S3 Select only supports a subset of the loose “CSV” concept, as covered in the AWS documentation. There are also limits on how many columns and how large a single line may be.

The specific quotation character, field and record delimiters, comments and escape characters can be configured in the Hadoop configuration.

Consistency, Concurrency and Error handling

Consistency

Since November 2020, AWS S3 has been fully consistent. This also applies to S3 Select. We do not know what happens if an object is overwritten while a query is active.

Concurrency

The outcome of what happens when source file is overwritten while the result of a select call is overwritten is undefined.

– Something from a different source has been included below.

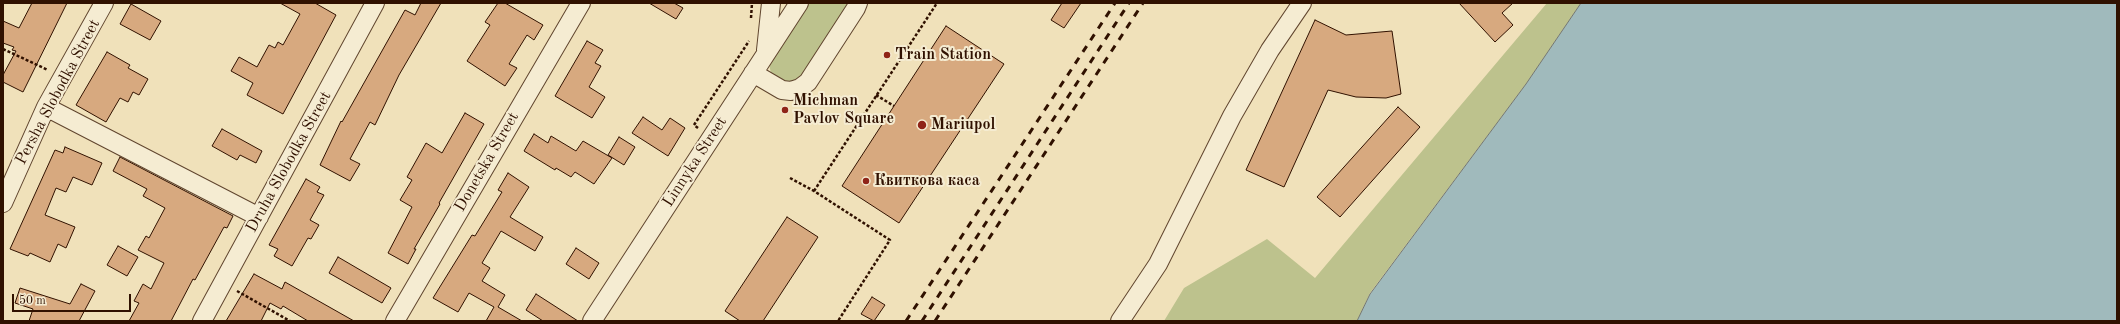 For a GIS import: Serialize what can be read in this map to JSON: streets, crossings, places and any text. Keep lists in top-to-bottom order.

The input stream returned by the operation is NOT THREAD SAFE.

Error Handling

If an attempt to issue an S3 select call fails, the S3A connector will reissue the request if-and-only-if it believes a retry may succeed. That is: it considers the operation to be idempotent and if the failure is considered to be a recoverable connectivity problem or a server-side rejection which can be retried (500, 503).

If an attempt to read data from an S3 select stream (org.apache.hadoop.fs.s3a.select.SelectInputStream) fails partway through the read, no attempt is made to retry the operation

In contrast, the normal S3A input stream tries to recover from (possibly transient) failures by attempting to reopen the file.

Performance

The select operation is best when the least amount of data is returned by the query, as this reduces the amount of data downloaded.

  • Limit the number of columns projected to only those needed.
  • Use LIMIT to set an upper limit on the rows read, rather than implementing a row counter in application code and closing the stream when reached. This avoids having to abort the HTTPS connection and negotiate a new one on the next S3 request.

The select call itself can be slow, especially when the source is a multi-MB compressed file with aggressive filtering in the WHERE clause. Assumption: the select query starts at row 1 and scans through each row, and does not return data until it has matched one or more rows.

If the asynchronous nature of the openFile().build().get() sequence can be taken advantage of, by performing other work before or in parallel to the get() call: do it.

Troubleshooting

Getting S3 Select code to work is hard, though those knowledgeable in SQL will find it easier.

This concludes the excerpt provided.